● INFORMATION
====

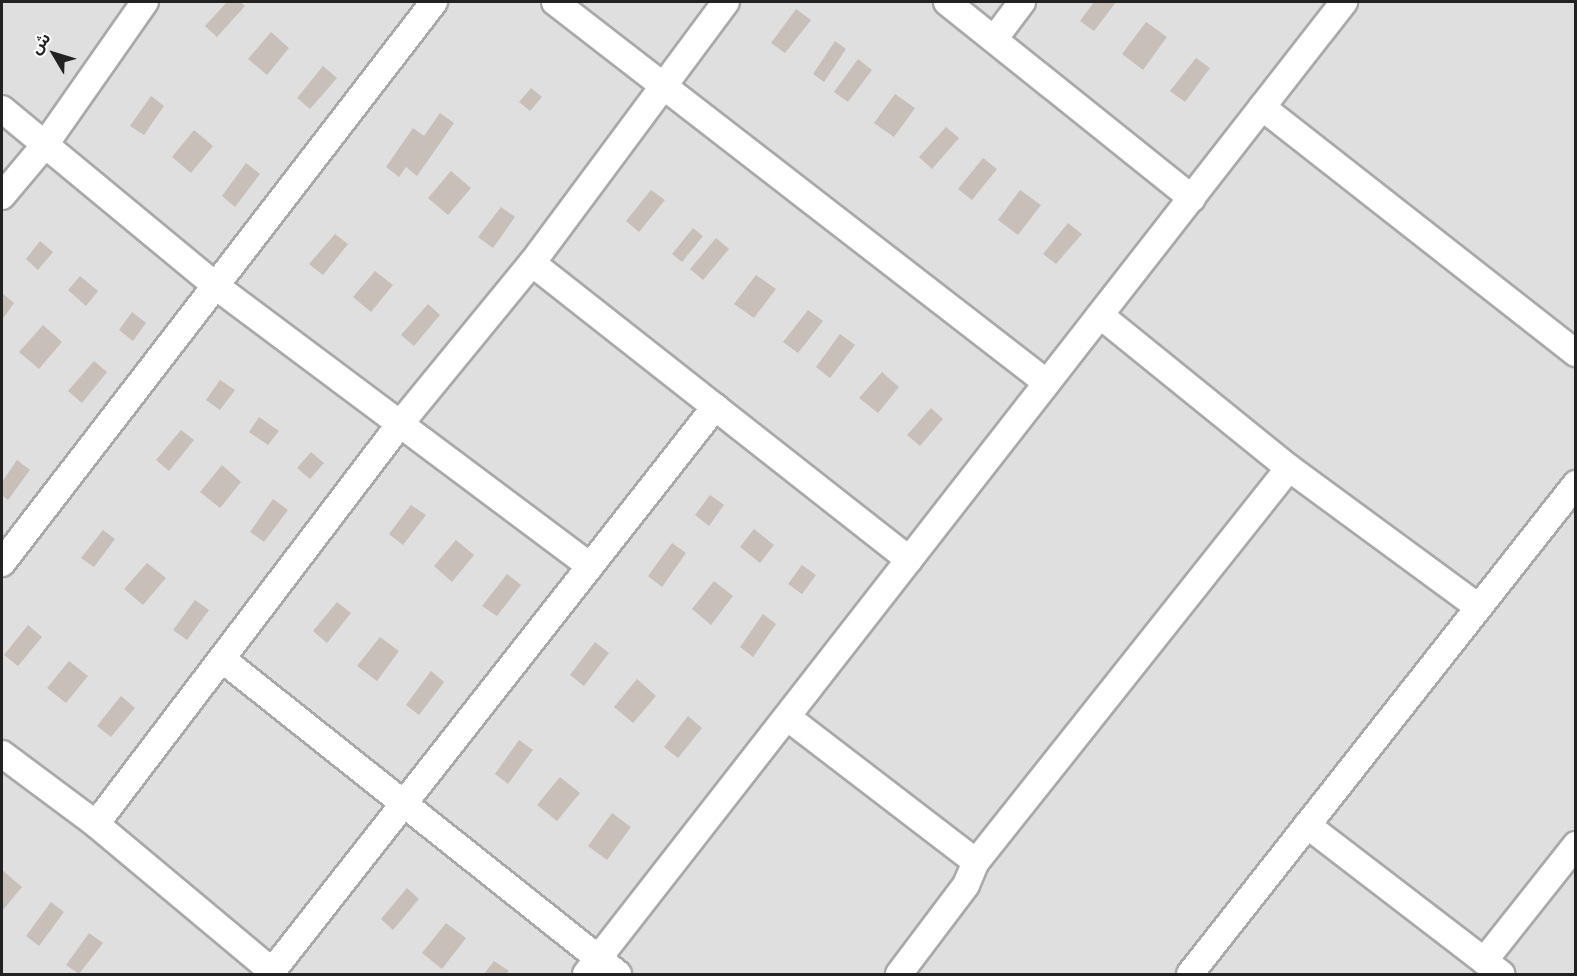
<!DOCTYPE html>
<html>
<head>
<meta charset="utf-8">
<style>
	body { margin:0 }
	#map { position:relative; width:1577px; height:976px; overflow:hidden; background:#f2efe9; font-family:Mulish,"Noto Sans Arabic",sans-serif }
	div>[style] { position:absolute }
	.residential>* { inset:0; background:#e0dfdf }
	.building>* { inset:0; background:#c7bfb8 }
	.roads { filter:drop-shadow(2px 0 #a9a9a9) drop-shadow(-2px 0 #a9a9a9) drop-shadow(0 2px #a9a9a9) drop-shadow(0 -2px #a9a9a9) }
	.minor>* { height:26px; margin:-13px; padding:0 13px; transform-origin:13px; border-radius:13px; background:#fff }
	span { translate:-50% -50%; white-space:nowrap; text-align:center; line-height:1.15; -webkit-text-stroke:5px #fff; paint-order:stroke }
	.frame { position:absolute; inset:0; border:3px solid #222; pointer-events:none }
	.north { position:absolute; left:24px; top:24px; width:60px; height:60px; -webkit-text-stroke:4px #fff; paint-order:stroke; rotate:308deg; font-size:16px; font-weight:700; line-height:24px; text-align:center; color:#222 }
	.north::after { content:''; display:block; margin:auto; width:21px; height:27px; background:#222; clip-path:polygon(50% 0,100% 100%,50% 72%,0 100%) }
</style>
</head>
<body>
<div id="map">
	<div class="residential">
		<div style="clip-path:polygon(2px 2px,1575px 2px,1575px 974px,2px 974px)"></div>
	</div>
	<div class="building">
		<div style="clip-path:polygon(227px 2px,240px 2px,245px 6px,217px 37px,205px 26px)"></div>
		<div style="clip-path:polygon(1094px 2px,1116px 2px,1094px 31px,1080px 21px)"></div>
		<div style="clip-path:polygon(796px 9px,811px 20px,785px 53px,771px 43px)"></div>
		<div style="clip-path:polygon(1146px 22px,1167px 37px,1143px 70px,1122px 54px)"></div>
		<div style="clip-path:polygon(271px 32px,289px 48px,267px 75px,248px 59px)"></div>
		<div style="clip-path:polygon(835px 41px,846px 49px,824px 82px,813px 74px)"></div>
		<div style="clip-path:polygon(1196px 58px,1210px 68px,1185px 102px,1170px 91px)"></div>
		<div style="clip-path:polygon(858px 59px,872px 70px,848px 102px,834px 92px)"></div>
		<div style="clip-path:polygon(323px 66px,337px 78px,310px 109px,297px 98px)"></div>
		<div style="clip-path:polygon(531px 88px,542px 97px,530px 111px,519px 102px)"></div>
		<div style="clip-path:polygon(895px 94px,915px 108px,894px 137px,874px 123px)"></div>
		<div style="clip-path:polygon(151px 96px,164px 106px,144px 135px,130px 126px)"></div>
		<div style="clip-path:polygon(440px 113px,454px 123px,417px 176px,406px 167px,399px 177px,386px 167px,413px 128px,424px 136px)"></div>
		<div style="clip-path:polygon(946px 127px,959px 138px,932px 169px,919px 157px)"></div>
		<div style="clip-path:polygon(194px 130px,213px 146px,191px 173px,172px 157px)"></div>
		<div style="clip-path:polygon(983px 158px,997px 169px,972px 200px,958px 189px)"></div>
		<div style="clip-path:polygon(246px 163px,260px 174px,235px 207px,222px 196px)"></div>
		<div style="clip-path:polygon(451px 171px,471px 188px,448px 215px,428px 198px)"></div>
		<div style="clip-path:polygon(651px 190px,665px 200px,639px 232px,626px 221px)"></div>
		<div style="clip-path:polygon(1020px 190px,1041px 205px,1018px 235px,998px 220px)"></div>
		<div style="clip-path:polygon(501px 207px,515px 217px,493px 248px,478px 237px)"></div>
		<div style="clip-path:polygon(1068px 223px,1082px 234px,1056px 264px,1043px 254px)"></div>
		<div style="clip-path:polygon(693px 228px,703px 236px,682px 262px,672px 254px)"></div>
		<div style="clip-path:polygon(335px 234px,348px 244px,323px 275px,309px 264px)"></div>
		<div style="clip-path:polygon(716px 238px,729px 249px,703px 280px,690px 269px)"></div>
		<div style="clip-path:polygon(40px 241px,53px 252px,38px 270px,26px 259px)"></div>
		<div style="clip-path:polygon(375px 271px,393px 285px,371px 312px,353px 297px)"></div>
		<div style="clip-path:polygon(756px 275px,776px 289px,754px 318px,734px 304px)"></div>
		<div style="clip-path:polygon(80px 276px,98px 291px,86px 306px,68px 290px)"></div>
		<div style="clip-path:polygon(2px 293px,14px 303px,2px 320px)"></div>
		<div style="clip-path:polygon(428px 304px,440px 315px,414px 346px,401px 335px)"></div>
		<div style="clip-path:polygon(808px 310px,823px 321px,798px 353px,783px 342px)"></div>
		<div style="clip-path:polygon(132px 312px,146px 323px,133px 341px,119px 330px)"></div>
		<div style="clip-path:polygon(43px 325px,62px 342px,39px 369px,19px 352px)"></div>
		<div style="clip-path:polygon(840px 334px,855px 345px,830px 378px,816px 367px)"></div>
		<div style="clip-path:polygon(94px 361px,107px 372px,82px 403px,68px 391px)"></div>
		<div style="clip-path:polygon(882px 372px,899px 387px,878px 413px,859px 398px)"></div>
		<div style="clip-path:polygon(220px 380px,235px 390px,220px 410px,206px 400px)"></div>
		<div style="clip-path:polygon(931px 408px,943px 419px,920px 446px,907px 435px)"></div>
		<div style="clip-path:polygon(259px 417px,279px 431px,268px 445px,249px 432px)"></div>
		<div style="clip-path:polygon(181px 430px,194px 440px,169px 471px,156px 460px)"></div>
		<div style="clip-path:polygon(311px 452px,324px 463px,310px 479px,297px 468px)"></div>
		<div style="clip-path:polygon(17px 460px,30px 470px,8px 500px,2px 495px,2px 482px)"></div>
		<div style="clip-path:polygon(222px 465px,241px 482px,220px 508px,200px 492px)"></div>
		<div style="clip-path:polygon(710px 495px,724px 505px,709px 526px,695px 515px)"></div>
		<div style="clip-path:polygon(273px 499px,288px 510px,264px 542px,250px 532px)"></div>
		<div style="clip-path:polygon(411px 505px,426px 515px,403px 545px,389px 534px)"></div>
		<div style="clip-path:polygon(754px 529px,774px 545px,760px 563px,740px 547px)"></div>
		<div style="clip-path:polygon(103px 530px,115px 539px,94px 567px,81px 558px)"></div>
		<div style="clip-path:polygon(456px 540px,474px 555px,452px 582px,434px 566px)"></div>
		<div style="clip-path:polygon(672px 543px,686px 553px,662px 587px,648px 576px)"></div>
		<div style="clip-path:polygon(147px 563px,166px 578px,143px 605px,124px 589px)"></div>
		<div style="clip-path:polygon(802px 565px,816px 575px,802px 594px,788px 584px)"></div>
		<div style="clip-path:polygon(507px 574px,521px 585px,497px 616px,482px 606px)"></div>
		<div style="clip-path:polygon(714px 581px,733px 596px,711px 625px,692px 609px)"></div>
		<div style="clip-path:polygon(195px 600px,209px 610px,187px 640px,173px 630px)"></div>
		<div style="clip-path:polygon(337px 602px,351px 613px,327px 643px,313px 631px)"></div>
		<div style="clip-path:polygon(763px 614px,776px 624px,753px 657px,740px 647px)"></div>
		<div style="clip-path:polygon(28px 625px,42px 637px,18px 666px,4px 655px)"></div>
		<div style="clip-path:polygon(380px 637px,399px 651px,377px 681px,357px 666px)"></div>
		<div style="clip-path:polygon(595px 642px,609px 653px,584px 686px,570px 675px)"></div>
		<div style="clip-path:polygon(69px 661px,88px 676px,66px 703px,47px 688px)"></div>
		<div style="clip-path:polygon(431px 671px,444px 682px,419px 715px,406px 705px)"></div>
		<div style="clip-path:polygon(637px 679px,656px 696px,633px 723px,614px 707px)"></div>
		<div style="clip-path:polygon(121px 696px,135px 708px,111px 737px,97px 726px)"></div>
		<div style="clip-path:polygon(688px 716px,702px 728px,678px 758px,664px 747px)"></div>
		<div style="clip-path:polygon(519px 740px,533px 750px,508px 784px,495px 774px)"></div>
		<div style="clip-path:polygon(560px 777px,580px 793px,557px 821px,537px 805px)"></div>
		<div style="clip-path:polygon(612px 813px,631px 827px,607px 860px,588px 846px)"></div>
		<div style="clip-path:polygon(2px 870px,22px 887px,2px 911px)"></div>
		<div style="clip-path:polygon(407px 888px,419px 899px,393px 930px,381px 919px)"></div>
		<div style="clip-path:polygon(51px 902px,64px 912px,39px 946px,26px 936px)"></div>
		<div style="clip-path:polygon(446px 923px,466px 938px,442px 969px,422px 953px)"></div>
		<div style="clip-path:polygon(89px 933px,103px 943px,79px 974px,66px 965px)"></div>
		<div style="clip-path:polygon(494px 961px,509px 971px,506px 974px,484px 974px)"></div>
	</div>
	<div class="roads">
		<div class="minor">
			<div style="left:555px;top:2px;width:622px;rotate:37.75deg"></div>
			<div style="left:947px;top:2px;width:314px;rotate:38.7deg"></div>
			<div style="left:995px;top:38px;width:45px;rotate:-53.1deg"></div>
			<div style="left:1262px;top:107px;width:399px;rotate:38.1deg"></div>
			<div style="left:2px;top:109px;width:279px;rotate:39.6deg"></div>
			<div style="left:217px;top:287px;width:466px;rotate:36.8deg"></div>
			<div style="left:2px;top:196px;width:65px;rotate:-50deg"></div>
			<div style="left:44px;top:146px;width:176px;rotate:-55deg"></div>
			<div style="left:532px;top:263px;width:480px;rotate:38.2deg"></div>
			<div style="left:1100px;top:315px;width:243px;rotate:39deg"></div>
			<div style="left:1289px;top:468px;width:235px;rotate:36.3deg"></div>
			<div style="left:2px;top:563px;width:708px;rotate:-52.4deg"></div>
			<div style="left:222px;top:659px;width:506px;rotate:38.5deg"></div>
			<div style="left:787px;top:717px;width:238px;rotate:37.5deg"></div>
			<div style="left:2px;top:754px;width:117px;rotate:36.7deg"></div>
			<div style="left:96px;top:824px;width:229px;rotate:39.9deg"></div>
			<div style="left:96px;top:824px;width:502px;rotate:-52.77deg"></div>
			<div style="left:400px;top:424px;width:208px;rotate:-50.7deg"></div>
			<div style="left:532px;top:263px;width:325px;rotate:-53.4deg"></div>
			<div style="left:1307px;top:825px;width:245px;rotate:37.5deg"></div>
			<div style="left:1484px;top:961px;width:148px;rotate:-51.6deg"></div>
			<div style="left:270px;top:974px;width:721px;rotate:-51.87deg"></div>
			<div style="left:586px;top:974px;width:1233px;rotate:-52.05deg"></div>
			<div style="left:899px;top:974px;width:111px;rotate:-53deg"></div>
			<div style="left:966px;top:885px;width:25px;rotate:-67deg"></div>
			<div style="left:976px;top:862px;width:503px;rotate:-51.54deg"></div>
			<div style="left:1190px;top:974px;width:624px;rotate:-51.77deg"></div>
		</div>
	</div>
	<div class="frame"></div>
	<div class="north">ش</div>
</div>
</body>
</html>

====

● WHAT TO DO
From the records above, transcribe exactly the run of lines that opens with the line holding "234px,348px 244px,323px 275px,309px" and closes with the line holding "505px,426px 515px,403px 545px,389px", both included.

● SOLUTION TO THIS PROBLEM
		<div style="clip-path:polygon(335px 234px,348px 244px,323px 275px,309px 264px)"></div>
		<div style="clip-path:polygon(716px 238px,729px 249px,703px 280px,690px 269px)"></div>
		<div style="clip-path:polygon(40px 241px,53px 252px,38px 270px,26px 259px)"></div>
		<div style="clip-path:polygon(375px 271px,393px 285px,371px 312px,353px 297px)"></div>
		<div style="clip-path:polygon(756px 275px,776px 289px,754px 318px,734px 304px)"></div>
		<div style="clip-path:polygon(80px 276px,98px 291px,86px 306px,68px 290px)"></div>
		<div style="clip-path:polygon(2px 293px,14px 303px,2px 320px)"></div>
		<div style="clip-path:polygon(428px 304px,440px 315px,414px 346px,401px 335px)"></div>
		<div style="clip-path:polygon(808px 310px,823px 321px,798px 353px,783px 342px)"></div>
		<div style="clip-path:polygon(132px 312px,146px 323px,133px 341px,119px 330px)"></div>
		<div style="clip-path:polygon(43px 325px,62px 342px,39px 369px,19px 352px)"></div>
		<div style="clip-path:polygon(840px 334px,855px 345px,830px 378px,816px 367px)"></div>
		<div style="clip-path:polygon(94px 361px,107px 372px,82px 403px,68px 391px)"></div>
		<div style="clip-path:polygon(882px 372px,899px 387px,878px 413px,859px 398px)"></div>
		<div style="clip-path:polygon(220px 380px,235px 390px,220px 410px,206px 400px)"></div>
		<div style="clip-path:polygon(931px 408px,943px 419px,920px 446px,907px 435px)"></div>
		<div style="clip-path:polygon(259px 417px,279px 431px,268px 445px,249px 432px)"></div>
		<div style="clip-path:polygon(181px 430px,194px 440px,169px 471px,156px 460px)"></div>
		<div style="clip-path:polygon(311px 452px,324px 463px,310px 479px,297px 468px)"></div>
		<div style="clip-path:polygon(17px 460px,30px 470px,8px 500px,2px 495px,2px 482px)"></div>
		<div style="clip-path:polygon(222px 465px,241px 482px,220px 508px,200px 492px)"></div>
		<div style="clip-path:polygon(710px 495px,724px 505px,709px 526px,695px 515px)"></div>
		<div style="clip-path:polygon(273px 499px,288px 510px,264px 542px,250px 532px)"></div>
		<div style="clip-path:polygon(411px 505px,426px 515px,403px 545px,389px 534px)"></div>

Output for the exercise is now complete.